■ **Assignment**
Return all of the entries exactly, but do not include the pictures.

Stored data entries
☆ ☆ ☆ ☆ ☆ ☆ ☆

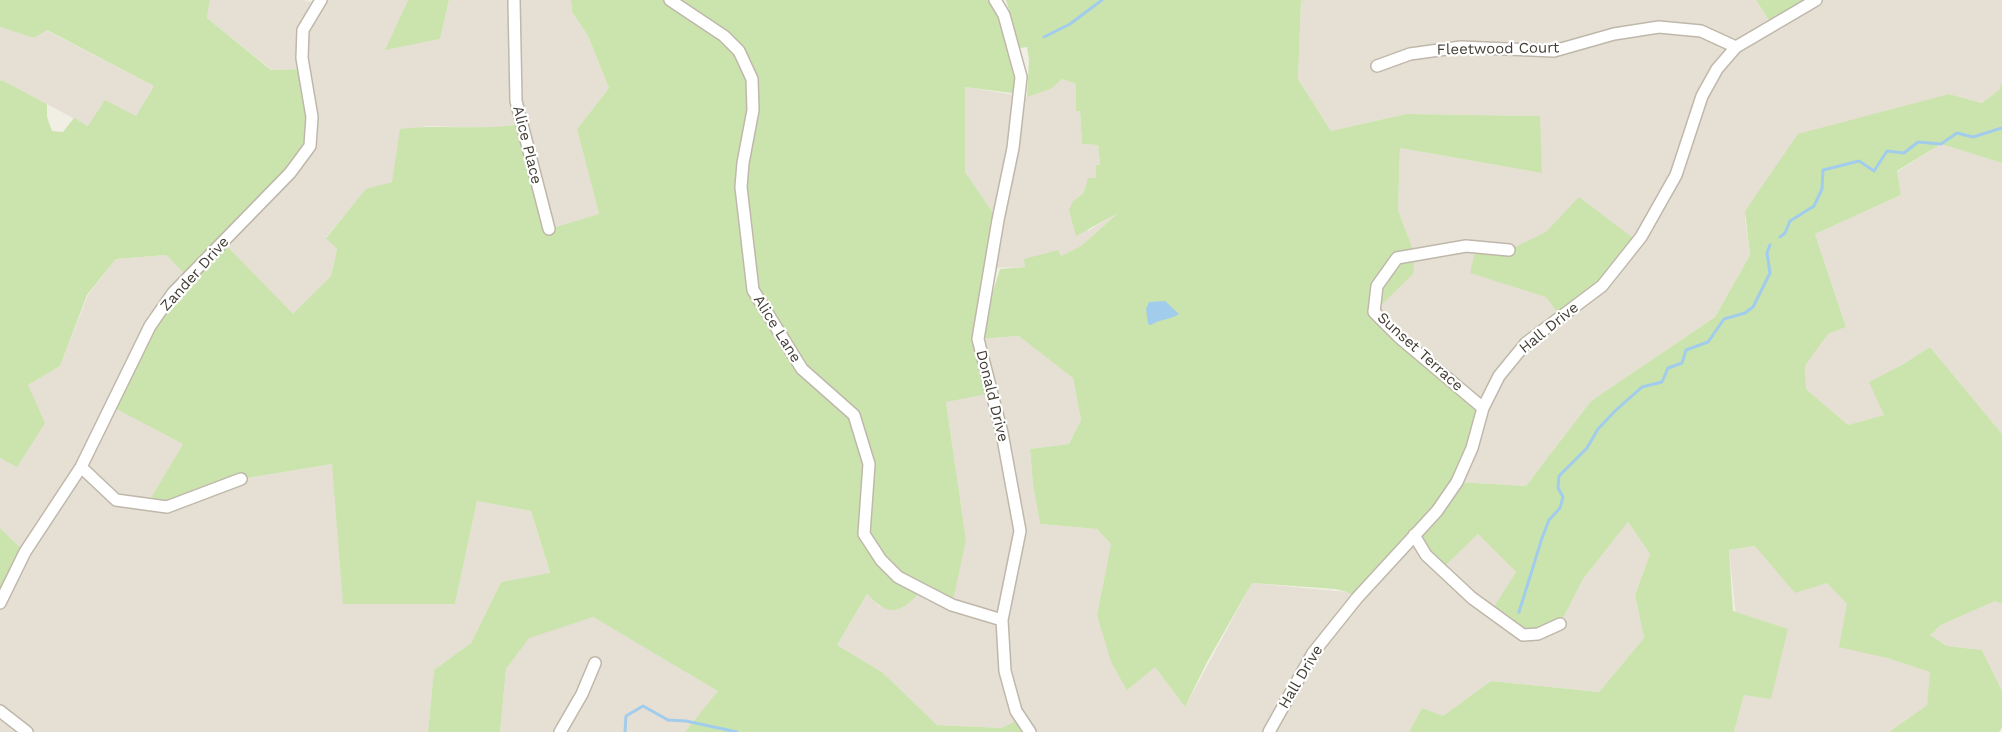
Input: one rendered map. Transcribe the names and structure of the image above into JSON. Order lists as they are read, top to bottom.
{
  "streets": {
    "street": [
      "Fleetwood Court",
      "Alice Place",
      "Zander Drive",
      "Hall Drive",
      "Alice Lane",
      "Sunset Terrace",
      "Donald Drive"
    ]
  },
  "crossings": [
    ["Fleetwood Court", "Hall Drive"],
    ["Hall Drive", "Sunset Terrace"],
    ["Alice Lane", "Donald Drive"]
  ]
}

☆ ☆ ☆ ☆ ☆ ☆ ☆

■ **Output for this task**
Input: one rendered map. Transcribe the names and structure of the image above into JSON. Order lists as they are read, top to bottom.
{
  "streets": {
    "street": [
      "Fleetwood Court",
      "Alice Place",
      "Zander Drive",
      "Hall Drive",
      "Alice Lane",
      "Sunset Terrace",
      "Donald Drive"
    ]
  },
  "crossings": [
    ["Fleetwood Court", "Hall Drive"],
    ["Hall Drive", "Sunset Terrace"],
    ["Alice Lane", "Donald Drive"]
  ]
}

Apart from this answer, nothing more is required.